Periodically backing up the database, either onto tapes or onto remote servers, to prevent loss of data in case of disasters such as flooding.

Ensuring that enough free disk space is available for normal operations, and upgrading disk space as required.

Monitoring jobs running on the database and ensuring that performance is not degraded by very expensive tasks submitted by some users.

E R Model

Q 8 : What is Generalization and Specialization ? Explain with a diagram . Answer : Specialization and generalization define a containment relationship between a higher-level entity set and one or more lower-level entity sets.
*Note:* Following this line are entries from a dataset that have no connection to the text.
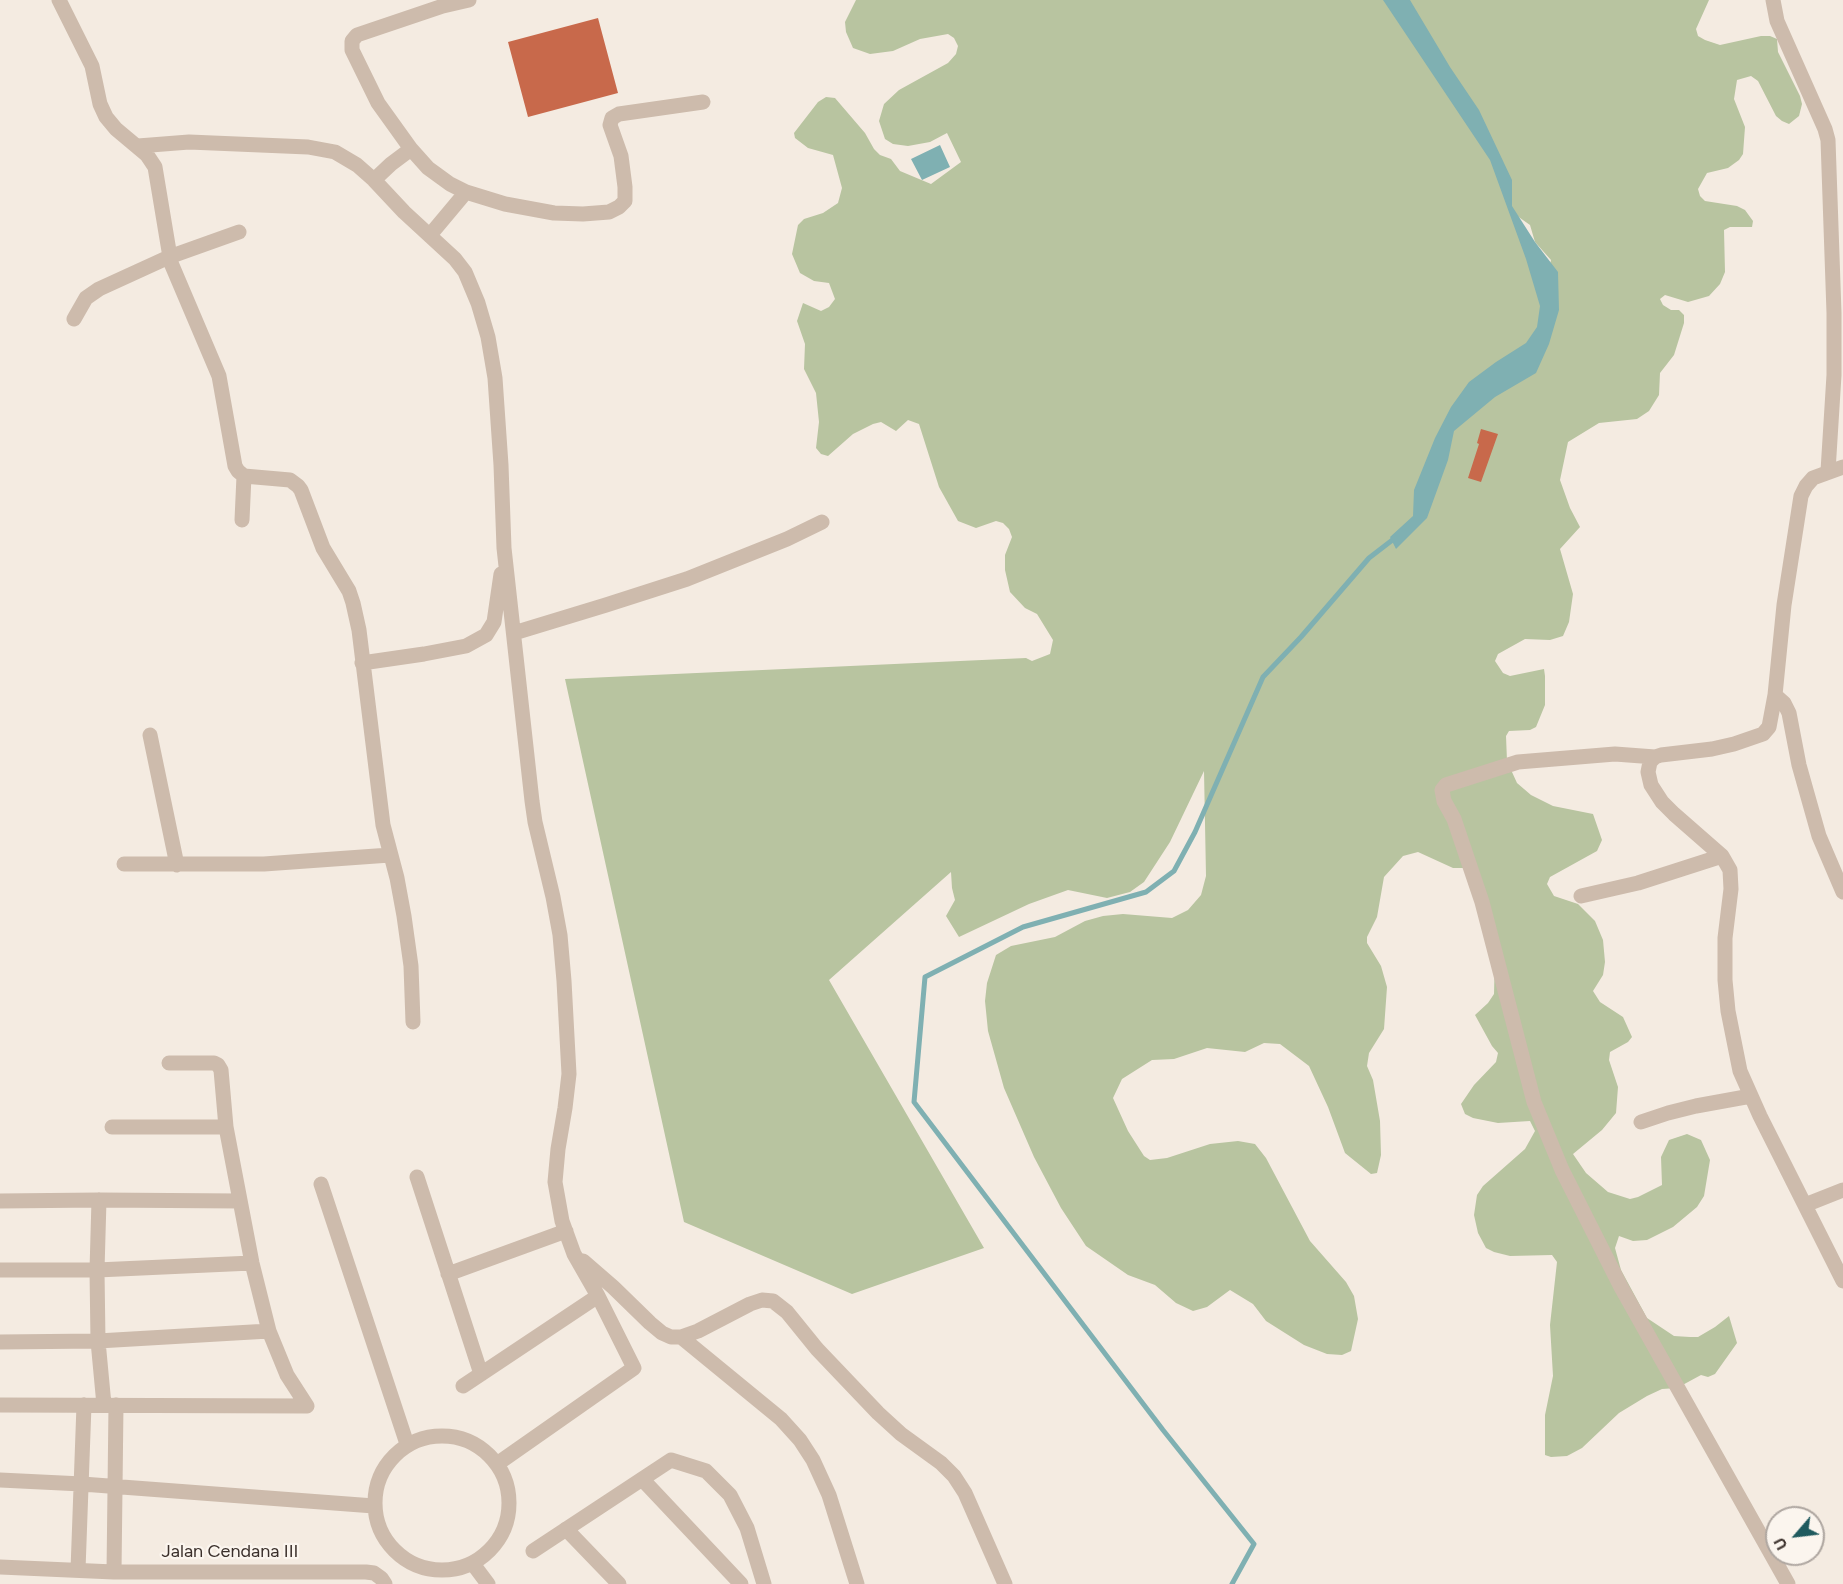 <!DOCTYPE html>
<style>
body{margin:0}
#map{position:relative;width:1843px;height:1584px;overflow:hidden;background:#f4ebe1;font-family:Figtree,sans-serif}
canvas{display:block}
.north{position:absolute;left:1765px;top:1506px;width:60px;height:60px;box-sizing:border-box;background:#fbf5ee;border:2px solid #aea6a0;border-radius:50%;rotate:242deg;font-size:16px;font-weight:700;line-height:24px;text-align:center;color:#3b302b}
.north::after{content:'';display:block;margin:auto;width:21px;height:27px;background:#1f5a5e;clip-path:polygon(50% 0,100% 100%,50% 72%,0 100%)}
</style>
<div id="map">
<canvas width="1843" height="1584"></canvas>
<div class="north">U</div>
</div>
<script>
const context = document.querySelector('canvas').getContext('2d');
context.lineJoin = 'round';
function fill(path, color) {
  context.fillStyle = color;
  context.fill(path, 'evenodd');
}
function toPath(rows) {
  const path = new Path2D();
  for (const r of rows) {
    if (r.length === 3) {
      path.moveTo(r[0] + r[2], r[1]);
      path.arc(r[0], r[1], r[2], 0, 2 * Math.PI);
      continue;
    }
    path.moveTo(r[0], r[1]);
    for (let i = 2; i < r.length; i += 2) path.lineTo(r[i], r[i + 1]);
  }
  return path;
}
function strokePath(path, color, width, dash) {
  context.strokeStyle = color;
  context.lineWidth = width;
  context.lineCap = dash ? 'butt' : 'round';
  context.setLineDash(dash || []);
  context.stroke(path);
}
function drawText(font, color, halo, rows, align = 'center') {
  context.font = font + ' Figtree,sans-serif';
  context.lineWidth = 4.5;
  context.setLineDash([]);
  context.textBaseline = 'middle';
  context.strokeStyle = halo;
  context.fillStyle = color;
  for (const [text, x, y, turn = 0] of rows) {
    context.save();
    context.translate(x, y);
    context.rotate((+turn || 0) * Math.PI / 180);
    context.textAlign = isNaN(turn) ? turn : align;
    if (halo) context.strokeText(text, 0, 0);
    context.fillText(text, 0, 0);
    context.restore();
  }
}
fill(toPath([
 [856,0,1709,0,1696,29,1698,36,1705,40,1720,45,1761,36,1770,36,1777,39,1778,52,1800,96,1802,104,1799,116,1789,124,1782,121,1776,116,1758,81,1751,76,1737,80,1734,99,1745,127,1743,154,1739,160,1728,168,1707,173,1698,189,1700,196,1705,201,1737,206,1745,210,1753,221,1752,227,1730,227,1724,230,1725,272,1720,284,1709,296,1688,302,1665,295,1660,299,1663,305,1671,310,1679,310,1684,315,1684,323,1674,355,1660,373,1659,395,1649,411,1637,419,1599,423,1568,442,1560,480,1570,508,1580,527,1560,549,1573,594,1569,622,1563,636,1550,640,1525,639,1498,654,1495,661,1503,673,1510,676,1544,669,1545,676,1545,705,1536,727,1530,730,1509,731,1506,736,1507,761,1517,783,1531,795,1553,806,1593,814,1602,840,1597,851,1550,877,1547,884,1554,896,1578,904,1595,921,1603,940,1605,962,1603,975,1593,991,1600,1002,1623,1017,1632,1037,1628,1042,1610,1052,1609,1060,1618,1087,1616,1113,1602,1130,1573,1154,1586,1173,1608,1192,1630,1199,1638,1197,1662,1185,1661,1157,1669,1140,1687,1134,1701,1140,1710,1160,1704,1196,1697,1207,1673,1227,1647,1240,1633,1241,1619,1236,1615,1248,1621,1270,1647,1318,1674,1336,1690,1337,1698,1337,1715,1327,1729,1316,1737,1343,1715,1374,1708,1377,1701,1375,1677,1388,1662,1389,1647,1396,1619,1413,1582,1448,1567,1456,1551,1457,1545,1455,1545,1415,1553,1376,1550,1325,1557,1262,1552,1255,1510,1256,1494,1252,1486,1248,1478,1233,1474,1215,1477,1195,1483,1186,1525,1149,1535,1131,1530,1121,1498,1123,1473,1118,1465,1114,1461,1104,1474,1085,1496,1062,1498,1053,1492,1046,1475,1015,1488,1003,1494,994,1495,954,1468,868,1453,868,1418,852,1403,856,1384,877,1377,917,1367,937,1367,943,1381,966,1387,987,1384,1029,1369,1053,1367,1066,1373,1080,1380,1121,1381,1155,1377,1173,1371,1174,1345,1153,1328,1107,1309,1066,1280,1044,1264,1043,1245,1052,1207,1048,1174,1059,1152,1060,1122,1079,1113,1098,1128,1131,1144,1156,1150,1160,1167,1158,1210,1144,1238,1141,1255,1144,1266,1158,1310,1241,1346,1282,1354,1296,1358,1319,1351,1351,1342,1355,1327,1354,1304,1345,1266,1321,1253,1304,1230,1290,1207,1307,1193,1311,1176,1303,1155,1285,1128,1275,1086,1246,1061,1208,1034,1157,1004,1088,988,1031,985,1001,987,983,996,955,1011,946,1055,937,1085,921,1103,916,1123,914,1172,918,1188,910,1201,895,1206,876,1204,771,1170,842,1144,882,1130,892,1107,898,1068,890,1029,904,959,937,946,916,955,900,952,888,951,872,829,980,984,1248,852,1294,684,1222,565,679,1026,658,1032,661,1050,654,1053,640,1037,614,1025,608,1010,592,1005,570,1005,555,1012,537,1009,529,1003,523,996,521,976,528,958,521,939,487,919,424,908,420,896,431,881,422,873,424,853,434,828,456,821,454,816,448,819,422,816,393,804,369,805,344,797,321,803,303,821,311,829,307,835,299,829,283,814,281,800,273,792,254,798,225,804,219,823,213,838,203,842,188,833,155,808,148,795,138,794,133,818,102,826,97,835,98,865,133,874,149,880,155,891,159,900,171,931,184,961,162,947,133,930,142,908,146,893,144,885,139,879,121,884,104,899,90,948,63,956,54,958,46,954,38,948,34,920,39,893,51,870,54,853,48,846,32,845,22],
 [1513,213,1530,225,1535,242,1551,260,1547,278]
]), '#b8c4a0');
fill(toPath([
 [1383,0,1410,0,1450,67,1479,110,1512,180,1512,206,1535,242,1558,272,1559,310,1549,344,1536,373,1495,397,1454,431,1448,460,1427,518,1396,549,1390,537,1413,516,1414,490,1435,438,1451,407,1469,382,1496,362,1526,343,1537,327,1540,306,1526,259,1490,160],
 [940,145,950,167,922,180,911,159]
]), '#7fb0b2');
strokePath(toPath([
 [1232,1584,1254,1544,1163,1430,914,1102,925,977,1023,927,1146,892,1174,871,1195,832,1263,677,1301,637,1369,558,1395,538]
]), '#7fb0b2', 5);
fill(toPath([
 [598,18,618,93,528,117,508,42],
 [1481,429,1498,434,1481,482,1468,478,1479,444,1477,443]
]), '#c8694b');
strokePath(toPath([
 [59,0,92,66,100,104,106,117,116,129,147,155,155,167,171,263,219,376,235,466,238,471,244,476,290,480,298,486,301,490,323,548,349,591,353,603,359,630,383,825,397,878,404,916,411,966,413,1022],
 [1773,0,1777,21,1825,129,1828,140,1834,313,1834,375,1828,471],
 [138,146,189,142,308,147,335,152,357,165,374,180,391,164,411,149,428,168,450,184,466,192,505,204,554,213,583,214,609,212,619,207,625,201,625,187,621,156,610,125,612,118,619,114,703,102],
 [411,149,378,103,352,50,352,41,357,35,443,6,469,0],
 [374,180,404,212,455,259,465,272,478,303,488,337,495,378,501,465,504,548,532,801,535,822,553,897,560,935,564,981,569,1074,565,1108,558,1149,555,1182,562,1221,574,1254,598,1296,634,1368,497,1464],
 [430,235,466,192],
 [74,319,86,298,99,289,169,257,239,232],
 [1843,467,1813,478,1806,486,1801,496,1784,605,1775,695,1769,727,1763,734,1734,744,1712,749,1661,755,1655,757,1650,762,1648,772,1651,785,1662,802,1674,814,1722,856,1730,870,1731,889,1725,938,1725,980,1728,1011,1740,1071,1760,1116,1843,1281],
 [242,520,244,476],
 [514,633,606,605,687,579,787,539,822,522],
 [362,663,424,654,466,646,486,635,494,622,501,574],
 [1775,695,1784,703,1789,713,1799,765,1819,836,1843,892],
 [150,735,177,865],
 [1655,757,1615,754,1518,762,1446,785,1442,790,1444,801,1454,819,1482,902,1534,1102,1562,1170,1621,1287,1788,1584],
 [124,864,264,864,390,855],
 [1581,896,1638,883,1722,856],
 [169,1063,214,1063,218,1065,221,1070,226,1127,252,1263,269,1331,287,1375,307,1406],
 [1641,1122,1668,1113,1696,1106,1751,1096],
 [112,1127,226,1127],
 [417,1177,481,1374],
 [321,1184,407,1444],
 [99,1200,97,1270,98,1341,104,1405],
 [0,1201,99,1200,240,1201],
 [1805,1205,1843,1190],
 [583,1261,613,1287,650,1323,662,1333,671,1337,681,1337,698,1331,750,1304,762,1300,773,1301,787,1312,817,1349,878,1413,901,1434,941,1463,954,1476,965,1493,1005,1584],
 [0,1270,97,1270,252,1263],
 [448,1274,566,1231],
 [681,1337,781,1419,800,1440,813,1460,829,1495,857,1584],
 [0,1342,98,1341,269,1331],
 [463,1386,598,1296],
 [0,1405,307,1406],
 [442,1503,67],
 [642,1479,741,1584],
 [0,1480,82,1484,374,1506],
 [566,1529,619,1584],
 [533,1551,671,1460,706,1471,730,1495,747,1528,764,1584],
 [473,1564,488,1584],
 [0,1567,114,1572,366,1572,374,1573,381,1578,385,1584],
 [78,1570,84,1405],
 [114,1572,116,1405]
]), '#cdbbac', 15);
drawText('18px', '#3b302b', '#fbf5ee', [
 ["Jalan Cendana III",230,1552]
]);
</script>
Specialization is the result of taking a subset of a higher-level entity set to form a lower level entity set. Generalization is the result of taking the union of two or more disjoint (lower-level) entity sets to produce a higher-level entity set. The attributes of higher-level entity sets are inherited by lower-level entity sets.

Q 9 : What is Aggregation ? Explain with a diagram . Answer : Aggregation is an abstraction in which relationship sets (along with their associated entity sets) are treated as higher-level entity sets, and can participate in relationships.